Uganda cries foul over Kenya ban on poultry
Uganda’s Assistant Commissioner in charge of Veterinary Regulation and Enforcement Doris Kiconco said that Kenyan officials visited Uganda in October 2017 to assess the efforts made in containing the outbreak, but Kampala was surprised when no action was taken to lift the ban.
“We have written several letters requesting that the ban be lifted officially, but we have never received a response,” said Dr Kiconco.
She added that when the ban was announced, it was done in writing, and the letter delivered to the relevant Uganda government institutions. But the letter lifting the ban has not been written.
Without this letter, which could then be quoted or carried by exporters, Ugandan businesses are stopped at the Kenyan border with their poultry and poultry products, with officials citing the avian flu ban, Dr Kiconco said.
The companies were found to have adhered to safety measures that would protect their chicken from the avian flu brought in by migratory birds.
But Robert Okoth, the commercial counsellor at the Kenya High Commission, said that Nairobi was aware that the avian flu outbreak had been contained and as such, the ban on poultry and its products was no longer operational.

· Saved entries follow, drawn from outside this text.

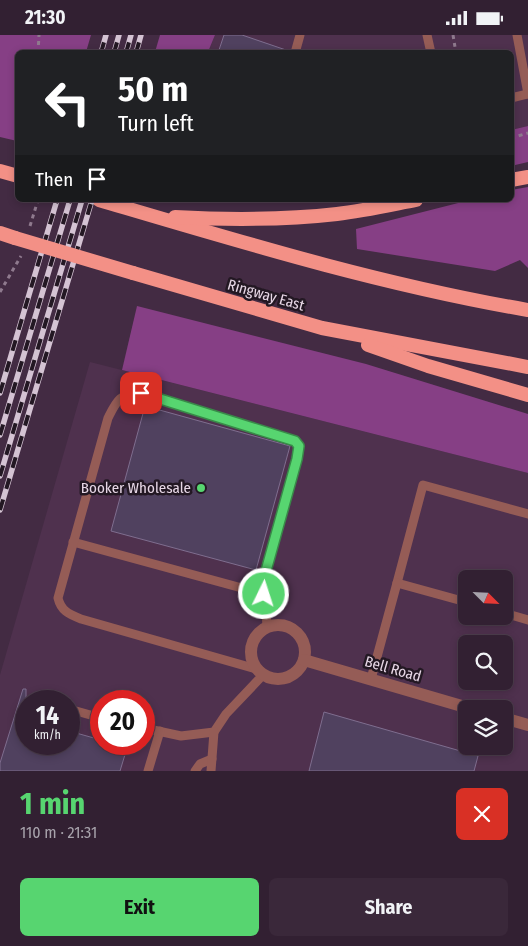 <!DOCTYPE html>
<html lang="en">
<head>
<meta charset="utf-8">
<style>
	:root { --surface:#322032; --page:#3a283a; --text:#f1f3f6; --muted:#a8a3ac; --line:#4d3e4d; --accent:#57d570 }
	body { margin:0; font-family:"Fira Sans Condensed",sans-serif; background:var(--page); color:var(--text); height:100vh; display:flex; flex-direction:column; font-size:19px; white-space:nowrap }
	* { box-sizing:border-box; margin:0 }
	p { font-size:16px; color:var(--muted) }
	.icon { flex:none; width:28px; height:28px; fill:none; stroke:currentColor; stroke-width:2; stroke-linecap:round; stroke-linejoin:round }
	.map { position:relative; height:736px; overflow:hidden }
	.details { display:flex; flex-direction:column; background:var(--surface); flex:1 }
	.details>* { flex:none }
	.guide { position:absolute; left:15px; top:15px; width:499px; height:152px; border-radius:8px; box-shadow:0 2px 8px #0003,0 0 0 1px var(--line); background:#202124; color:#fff; overflow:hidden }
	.needle { width:32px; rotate:114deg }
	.tools { position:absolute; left:458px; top:535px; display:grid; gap:10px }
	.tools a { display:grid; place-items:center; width:55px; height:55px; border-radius:8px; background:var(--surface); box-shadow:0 2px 8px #0003,0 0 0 1px var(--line); font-size:25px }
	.speed { position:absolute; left:15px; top:655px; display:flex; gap:10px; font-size:25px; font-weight:700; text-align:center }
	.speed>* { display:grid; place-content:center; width:65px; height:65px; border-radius:50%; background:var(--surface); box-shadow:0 2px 8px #0003,0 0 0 1px var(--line); line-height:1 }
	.speed small { font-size:12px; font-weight:400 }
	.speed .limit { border:8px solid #d22; background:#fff; color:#111 }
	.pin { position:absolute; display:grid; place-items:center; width:42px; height:42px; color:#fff; margin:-21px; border-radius:10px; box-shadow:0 2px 8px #0006 }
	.me { position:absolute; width:55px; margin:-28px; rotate:4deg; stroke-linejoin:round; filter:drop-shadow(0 0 4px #0008) }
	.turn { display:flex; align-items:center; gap:18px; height:105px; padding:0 20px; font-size:22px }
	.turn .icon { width:65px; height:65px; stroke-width:2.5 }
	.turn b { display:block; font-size:35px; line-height:42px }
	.then { display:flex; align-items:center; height:48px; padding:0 20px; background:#0003; gap:10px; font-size:19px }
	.round { display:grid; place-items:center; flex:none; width:52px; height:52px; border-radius:8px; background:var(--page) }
	.head { display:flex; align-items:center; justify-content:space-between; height:85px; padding:0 20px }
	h1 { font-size:30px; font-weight:700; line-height:38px; color:var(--accent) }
	.cta { display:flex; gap:10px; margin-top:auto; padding:10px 20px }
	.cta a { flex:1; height:58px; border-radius:8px; background:var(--accent); color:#111; font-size:20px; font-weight:700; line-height:58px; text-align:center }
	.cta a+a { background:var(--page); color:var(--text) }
	.status { display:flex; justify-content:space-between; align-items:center; height:35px; padding:0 25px; background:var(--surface); direction:ltr }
	.status svg { height:14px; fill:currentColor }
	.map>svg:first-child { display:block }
</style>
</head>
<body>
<div class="status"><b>21:30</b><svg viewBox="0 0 49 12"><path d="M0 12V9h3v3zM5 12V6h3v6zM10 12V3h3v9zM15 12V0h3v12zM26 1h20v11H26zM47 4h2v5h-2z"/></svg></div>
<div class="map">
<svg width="528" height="736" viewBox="0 0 528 736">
	<rect width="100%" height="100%" fill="#432b43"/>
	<!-- built -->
	<g fill="#4f314e" fill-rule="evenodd">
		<path d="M215,0H528V91L511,95V18H208Z"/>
		<path d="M90,327L528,438V736H0V640ZM466,544H504V581H466ZM466,609H504V646H466ZM26,666H69V709H26ZM101,666H144V709H101ZM466,674H504V711H466Z"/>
	</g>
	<!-- green -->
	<g fill="#863f85">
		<path d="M0,0H91L86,17L18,18L17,106L0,102Z"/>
		<path d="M160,0H215L208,17H155Z"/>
		<path d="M528,91V127L511,131V95Z"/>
		<path d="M528,152V233L520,225L495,236L357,214L356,194L470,165H511V155Z"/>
		<path d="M137,271L366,329L528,379V438L122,335Z"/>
	</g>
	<!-- building -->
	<g fill="#50415f" stroke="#7f6e8f">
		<path d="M224,0H242L286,15V18H218Z"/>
		<path d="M145,371L290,411L256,535L111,496Z"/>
		<path d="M23,654H26V709H69V696L101,705V709H113L127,713L120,736H0V728Z"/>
		<path d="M324,677L478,721L474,736H309Z"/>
	</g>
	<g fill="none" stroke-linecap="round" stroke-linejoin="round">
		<!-- path -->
		<g stroke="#8f7a8e" stroke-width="3" stroke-dasharray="4 4" stroke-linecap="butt">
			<path d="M453,0L456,18"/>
			<path d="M38,18L39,0"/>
			<path d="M511,103L528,98"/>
			<path d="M207,165H223"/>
			<path d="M30,191L38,165"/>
			<path d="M0,257L21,221"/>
		</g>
		<!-- service -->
		<g stroke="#955c56" stroke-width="9">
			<path d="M427,0L431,18"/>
			<path d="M517,0L528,59"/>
			<path d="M295,18L300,0"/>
			<path d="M511,63L528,59"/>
			<path d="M73,507L264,559"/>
			<path d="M397,548L423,450L528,479"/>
			<path d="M504,578L528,585"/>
			<path d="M256,634L81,584C69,579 61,576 58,563L108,383C116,367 120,357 141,358L295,406L299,411L297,424L264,543L267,592"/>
			<path d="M371,644L397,548L466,567"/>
			<path d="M38,665L42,666"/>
			<path d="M69,674L101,683"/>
			<path d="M144,693L181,701L214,697L226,679L263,640"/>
			<path d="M148,736L160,696"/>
			<path d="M195,736L200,729L212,724"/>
			<path d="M211,736L214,697"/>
		</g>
		<!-- minor -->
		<g stroke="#955c56" stroke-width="12">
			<circle cx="278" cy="617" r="27"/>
			<path d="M304,625L472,674"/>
			<path d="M504,683L528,690"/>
		</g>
		<!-- trunk -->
		<g stroke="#f39086" stroke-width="14">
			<path d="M0,136L18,141"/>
			<path d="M511,145L528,142"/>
			<path d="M99,165C241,207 382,250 528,275"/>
			<path d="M175,182C229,185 283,185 337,179C363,176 390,170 416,165"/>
			<path d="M0,198L15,203"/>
			<path d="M133,238L322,293L528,332"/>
			<path d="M368,310L428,331L528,360"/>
		</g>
		<!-- rail casing -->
		<g stroke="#d4c3d3" stroke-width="5.5">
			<g id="rail">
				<path d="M101,18L106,0"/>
				<path d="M114,18L119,0"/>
				<path d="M126,18L131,0"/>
				<path d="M136,18L141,0"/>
				<path d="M0,358L57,165"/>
				<path d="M0,400L70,165"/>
				<path d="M0,441L82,165"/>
				<path d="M0,475L92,165"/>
			</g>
		</g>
		<!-- rail -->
		<use href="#rail" stroke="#231823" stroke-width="4" stroke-dasharray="11" stroke-linecap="butt"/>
		<!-- trunk-bridge -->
		<path stroke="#f39086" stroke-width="14" d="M15,203L133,238"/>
	</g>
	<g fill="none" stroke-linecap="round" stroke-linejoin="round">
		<!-- route casing -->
		<g stroke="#398a49" stroke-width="12">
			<path id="route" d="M141,358L295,406L299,411L297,424L264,543V559"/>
		</g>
		<!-- route -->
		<use href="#route" stroke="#57d570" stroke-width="9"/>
	</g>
	<!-- markers -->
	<circle fill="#57d570" stroke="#231823" stroke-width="2" cx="201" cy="453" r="5"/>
	<g text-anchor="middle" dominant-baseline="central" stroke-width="5" stroke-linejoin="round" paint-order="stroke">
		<!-- street labels -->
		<g font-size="15" fill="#e7d7e6" stroke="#231823">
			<text transform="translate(266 260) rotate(16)">Ringway East</text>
			<text transform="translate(393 634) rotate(16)">Bell Road</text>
		</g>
		<!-- poi labels -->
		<g font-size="15" fill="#e7d7e6" stroke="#231823" text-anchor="end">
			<text x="191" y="453">Booker Wholesale</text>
		</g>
	</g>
</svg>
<div class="tools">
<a><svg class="needle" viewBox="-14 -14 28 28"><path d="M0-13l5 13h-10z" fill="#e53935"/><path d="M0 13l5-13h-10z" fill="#a8a3ac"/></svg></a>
<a><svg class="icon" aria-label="search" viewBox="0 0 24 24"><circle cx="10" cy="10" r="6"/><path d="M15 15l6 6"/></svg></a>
<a><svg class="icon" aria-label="layers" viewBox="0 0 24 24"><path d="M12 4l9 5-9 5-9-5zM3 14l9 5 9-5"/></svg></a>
</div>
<div class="speed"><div>14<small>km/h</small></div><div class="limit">20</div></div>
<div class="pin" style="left:141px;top:358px;background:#d93025"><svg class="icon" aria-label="arrive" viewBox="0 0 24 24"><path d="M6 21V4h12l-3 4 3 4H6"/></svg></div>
<svg class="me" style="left:264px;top:559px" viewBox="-20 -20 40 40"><circle r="17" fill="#57d570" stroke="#fff" stroke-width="3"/><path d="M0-11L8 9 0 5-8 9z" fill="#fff"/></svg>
<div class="guide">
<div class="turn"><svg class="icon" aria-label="left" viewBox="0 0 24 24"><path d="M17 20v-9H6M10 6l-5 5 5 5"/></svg><div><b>50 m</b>Turn left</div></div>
<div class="then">Then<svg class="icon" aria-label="arrive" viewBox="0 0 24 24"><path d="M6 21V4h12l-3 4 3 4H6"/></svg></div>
</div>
</div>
<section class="details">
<div class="head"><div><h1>1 min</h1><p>110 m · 21:31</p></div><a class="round" style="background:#d93025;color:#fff"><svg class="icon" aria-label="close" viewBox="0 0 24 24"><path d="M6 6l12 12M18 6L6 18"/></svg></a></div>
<div class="cta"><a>Exit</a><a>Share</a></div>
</section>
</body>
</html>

However, Poulten Co-operative Society treasurer Anthony Sserunjogi said that Ugandan poultry products are not allowed into Kenya, with border officials saying the ban has never been lifted. Eggs are exempted from this ban.
Brian Kyagulanyi, the sales and technical manager at Biyinzika poultry farm, said that since the avian flu outbreak, the firm had access to the Kenyan market for just three weeks in June this year, before officials denied the firm entry.
Kenya is the second EAC country to be accused of using avian flu as an excuse to restrict the poultry market.
Richard Kabonero Uganda’s High Commissioner to Tanzania said it is not surprising that East African partner states are using tactics like avian flu to block exports from the region.
He said that countries usually introduce different certificates and levies in the name of upholding standards to protect their citizens.
“But the point of these standards and measures is usually so that the respective countries can circumvent the EAC Common Market Protocol, without being questioned,” he said.
“Tariffs are down. Weighbridges are down. So these measures have become the new tool to block trade in the region.”